## WORK ITEM
Work through the lines of the material below, note those with the word "size", and give their number, nothing else.

## INFORMATION PROVIDED
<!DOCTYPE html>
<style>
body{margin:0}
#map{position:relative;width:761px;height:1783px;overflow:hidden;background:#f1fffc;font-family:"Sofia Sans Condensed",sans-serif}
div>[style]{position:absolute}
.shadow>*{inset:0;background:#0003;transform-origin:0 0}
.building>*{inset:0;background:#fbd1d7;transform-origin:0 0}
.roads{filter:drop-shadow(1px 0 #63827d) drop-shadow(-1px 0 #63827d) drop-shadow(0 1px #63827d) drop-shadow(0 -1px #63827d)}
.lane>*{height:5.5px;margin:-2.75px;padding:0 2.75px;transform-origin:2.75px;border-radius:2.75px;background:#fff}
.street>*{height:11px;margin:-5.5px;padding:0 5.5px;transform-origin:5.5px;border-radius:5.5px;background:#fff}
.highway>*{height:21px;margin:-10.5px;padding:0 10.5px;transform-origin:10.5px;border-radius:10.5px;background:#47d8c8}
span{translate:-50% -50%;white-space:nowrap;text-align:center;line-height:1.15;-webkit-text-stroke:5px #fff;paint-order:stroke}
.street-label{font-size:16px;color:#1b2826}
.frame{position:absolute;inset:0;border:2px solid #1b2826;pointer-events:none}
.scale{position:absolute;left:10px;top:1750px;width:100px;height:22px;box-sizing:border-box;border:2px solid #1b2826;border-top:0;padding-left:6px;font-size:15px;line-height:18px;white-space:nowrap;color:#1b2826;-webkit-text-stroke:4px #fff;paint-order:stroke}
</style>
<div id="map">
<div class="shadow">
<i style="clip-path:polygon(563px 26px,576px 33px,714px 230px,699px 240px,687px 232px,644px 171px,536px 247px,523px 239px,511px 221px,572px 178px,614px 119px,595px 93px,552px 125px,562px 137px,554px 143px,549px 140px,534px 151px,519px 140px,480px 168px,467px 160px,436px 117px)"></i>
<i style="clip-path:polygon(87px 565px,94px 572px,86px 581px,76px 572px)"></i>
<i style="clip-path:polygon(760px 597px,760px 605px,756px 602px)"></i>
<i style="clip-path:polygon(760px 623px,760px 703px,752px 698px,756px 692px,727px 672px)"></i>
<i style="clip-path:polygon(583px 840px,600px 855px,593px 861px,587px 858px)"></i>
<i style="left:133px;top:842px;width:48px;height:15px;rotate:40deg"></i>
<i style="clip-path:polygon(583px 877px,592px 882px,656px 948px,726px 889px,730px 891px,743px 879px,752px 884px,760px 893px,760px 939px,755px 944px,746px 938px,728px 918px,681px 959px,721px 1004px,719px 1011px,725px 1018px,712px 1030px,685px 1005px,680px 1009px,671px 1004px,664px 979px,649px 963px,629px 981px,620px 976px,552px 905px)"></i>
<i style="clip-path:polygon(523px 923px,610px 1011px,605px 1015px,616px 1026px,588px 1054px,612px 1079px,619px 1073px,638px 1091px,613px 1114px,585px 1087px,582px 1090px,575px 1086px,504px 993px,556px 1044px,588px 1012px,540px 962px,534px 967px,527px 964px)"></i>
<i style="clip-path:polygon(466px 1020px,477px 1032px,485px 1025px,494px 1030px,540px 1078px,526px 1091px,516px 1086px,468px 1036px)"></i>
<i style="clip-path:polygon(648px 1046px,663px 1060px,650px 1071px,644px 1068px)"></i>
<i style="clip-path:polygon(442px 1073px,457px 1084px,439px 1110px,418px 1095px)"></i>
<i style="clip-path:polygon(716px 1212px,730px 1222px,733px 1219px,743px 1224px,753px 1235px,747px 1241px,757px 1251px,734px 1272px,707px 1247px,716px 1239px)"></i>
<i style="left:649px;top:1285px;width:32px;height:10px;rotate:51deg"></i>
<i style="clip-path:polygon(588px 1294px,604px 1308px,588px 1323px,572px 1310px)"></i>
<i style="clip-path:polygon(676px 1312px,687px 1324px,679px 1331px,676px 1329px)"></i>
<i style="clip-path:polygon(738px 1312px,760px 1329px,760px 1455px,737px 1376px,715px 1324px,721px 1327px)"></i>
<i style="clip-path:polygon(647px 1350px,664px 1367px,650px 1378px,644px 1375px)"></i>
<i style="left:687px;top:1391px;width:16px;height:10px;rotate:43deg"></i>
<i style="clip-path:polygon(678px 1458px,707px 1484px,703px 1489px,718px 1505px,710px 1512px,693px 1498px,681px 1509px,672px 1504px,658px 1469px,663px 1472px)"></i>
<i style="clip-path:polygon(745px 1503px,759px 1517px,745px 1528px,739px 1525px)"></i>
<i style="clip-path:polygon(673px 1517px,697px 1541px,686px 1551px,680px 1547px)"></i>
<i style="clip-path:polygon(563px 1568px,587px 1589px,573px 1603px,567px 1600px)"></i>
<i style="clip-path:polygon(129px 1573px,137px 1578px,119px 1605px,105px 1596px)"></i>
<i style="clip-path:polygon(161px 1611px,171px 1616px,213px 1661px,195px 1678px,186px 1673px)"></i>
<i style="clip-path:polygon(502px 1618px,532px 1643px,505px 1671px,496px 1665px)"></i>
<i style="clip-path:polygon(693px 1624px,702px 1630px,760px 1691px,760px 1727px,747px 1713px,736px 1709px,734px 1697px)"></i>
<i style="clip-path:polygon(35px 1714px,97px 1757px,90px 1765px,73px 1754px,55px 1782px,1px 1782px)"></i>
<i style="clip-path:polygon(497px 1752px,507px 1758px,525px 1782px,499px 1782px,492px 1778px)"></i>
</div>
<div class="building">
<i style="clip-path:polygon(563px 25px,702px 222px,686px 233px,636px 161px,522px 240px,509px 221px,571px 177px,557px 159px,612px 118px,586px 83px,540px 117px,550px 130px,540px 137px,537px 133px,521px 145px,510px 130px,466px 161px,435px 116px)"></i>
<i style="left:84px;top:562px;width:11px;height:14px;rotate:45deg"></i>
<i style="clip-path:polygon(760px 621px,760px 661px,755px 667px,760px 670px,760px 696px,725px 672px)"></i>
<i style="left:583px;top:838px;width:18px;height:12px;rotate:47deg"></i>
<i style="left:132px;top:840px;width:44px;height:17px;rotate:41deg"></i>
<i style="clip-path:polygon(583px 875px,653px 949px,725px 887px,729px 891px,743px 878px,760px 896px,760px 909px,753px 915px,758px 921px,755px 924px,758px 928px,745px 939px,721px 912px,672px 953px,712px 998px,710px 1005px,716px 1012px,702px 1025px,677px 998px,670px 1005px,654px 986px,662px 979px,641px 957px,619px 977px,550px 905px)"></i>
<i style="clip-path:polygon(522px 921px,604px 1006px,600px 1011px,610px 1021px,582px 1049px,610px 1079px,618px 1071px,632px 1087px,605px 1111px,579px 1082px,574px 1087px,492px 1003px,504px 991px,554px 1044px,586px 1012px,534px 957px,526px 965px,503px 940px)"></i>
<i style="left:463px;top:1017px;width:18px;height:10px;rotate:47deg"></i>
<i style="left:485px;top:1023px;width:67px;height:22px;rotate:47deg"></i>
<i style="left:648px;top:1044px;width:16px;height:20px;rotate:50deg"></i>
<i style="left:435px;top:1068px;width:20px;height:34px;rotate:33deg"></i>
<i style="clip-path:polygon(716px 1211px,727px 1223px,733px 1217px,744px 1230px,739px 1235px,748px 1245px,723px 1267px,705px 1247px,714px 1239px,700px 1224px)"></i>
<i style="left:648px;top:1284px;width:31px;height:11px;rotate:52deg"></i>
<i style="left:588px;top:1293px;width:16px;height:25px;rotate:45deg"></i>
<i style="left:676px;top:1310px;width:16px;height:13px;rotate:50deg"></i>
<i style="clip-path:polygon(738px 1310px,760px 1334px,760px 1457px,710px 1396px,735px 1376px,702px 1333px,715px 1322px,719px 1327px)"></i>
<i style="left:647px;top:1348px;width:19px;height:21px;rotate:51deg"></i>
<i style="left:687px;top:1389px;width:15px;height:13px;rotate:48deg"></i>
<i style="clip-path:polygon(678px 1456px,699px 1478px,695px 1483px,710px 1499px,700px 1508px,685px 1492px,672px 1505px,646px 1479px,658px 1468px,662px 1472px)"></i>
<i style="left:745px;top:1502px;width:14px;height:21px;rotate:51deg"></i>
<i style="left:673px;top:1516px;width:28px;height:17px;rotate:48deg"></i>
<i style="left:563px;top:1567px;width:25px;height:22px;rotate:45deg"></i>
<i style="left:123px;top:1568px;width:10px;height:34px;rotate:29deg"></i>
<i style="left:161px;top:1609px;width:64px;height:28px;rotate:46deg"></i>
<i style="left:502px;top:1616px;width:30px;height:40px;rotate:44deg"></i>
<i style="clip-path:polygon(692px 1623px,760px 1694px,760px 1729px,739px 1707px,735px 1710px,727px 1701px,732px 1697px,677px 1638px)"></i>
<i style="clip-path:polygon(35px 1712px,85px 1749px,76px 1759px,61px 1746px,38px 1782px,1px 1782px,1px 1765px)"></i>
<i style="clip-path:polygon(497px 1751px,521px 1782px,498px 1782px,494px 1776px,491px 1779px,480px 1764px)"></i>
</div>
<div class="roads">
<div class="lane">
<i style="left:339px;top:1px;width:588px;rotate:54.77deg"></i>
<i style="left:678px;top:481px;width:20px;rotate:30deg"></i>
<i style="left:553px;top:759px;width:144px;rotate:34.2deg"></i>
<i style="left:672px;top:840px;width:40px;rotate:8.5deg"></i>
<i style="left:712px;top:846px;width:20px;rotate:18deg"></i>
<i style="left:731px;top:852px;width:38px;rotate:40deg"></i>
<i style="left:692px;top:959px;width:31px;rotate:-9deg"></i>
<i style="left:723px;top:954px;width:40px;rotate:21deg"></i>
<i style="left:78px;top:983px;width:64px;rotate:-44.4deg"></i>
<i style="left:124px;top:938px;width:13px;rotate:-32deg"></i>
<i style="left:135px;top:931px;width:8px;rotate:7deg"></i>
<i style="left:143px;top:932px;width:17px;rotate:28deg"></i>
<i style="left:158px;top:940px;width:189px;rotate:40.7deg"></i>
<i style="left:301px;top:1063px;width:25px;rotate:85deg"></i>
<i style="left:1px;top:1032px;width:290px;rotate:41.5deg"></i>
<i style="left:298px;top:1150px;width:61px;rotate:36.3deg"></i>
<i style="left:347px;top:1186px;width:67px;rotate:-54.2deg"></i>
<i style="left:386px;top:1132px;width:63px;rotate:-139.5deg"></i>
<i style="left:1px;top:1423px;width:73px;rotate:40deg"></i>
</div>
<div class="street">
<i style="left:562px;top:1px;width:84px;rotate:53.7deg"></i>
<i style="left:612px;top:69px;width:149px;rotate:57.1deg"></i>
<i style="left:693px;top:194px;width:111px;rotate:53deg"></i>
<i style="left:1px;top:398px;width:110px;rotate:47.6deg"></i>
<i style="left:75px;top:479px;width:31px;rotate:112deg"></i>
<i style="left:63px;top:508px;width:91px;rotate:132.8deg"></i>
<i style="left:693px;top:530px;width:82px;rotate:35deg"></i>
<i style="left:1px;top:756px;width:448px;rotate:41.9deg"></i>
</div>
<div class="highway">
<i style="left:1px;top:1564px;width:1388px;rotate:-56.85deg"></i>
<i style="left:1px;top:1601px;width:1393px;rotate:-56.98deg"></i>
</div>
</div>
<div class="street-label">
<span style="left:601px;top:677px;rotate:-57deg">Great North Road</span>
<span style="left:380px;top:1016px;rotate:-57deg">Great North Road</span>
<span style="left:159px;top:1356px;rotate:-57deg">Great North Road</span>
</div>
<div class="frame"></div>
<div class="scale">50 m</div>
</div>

## OUTPUT OF THE TASK
2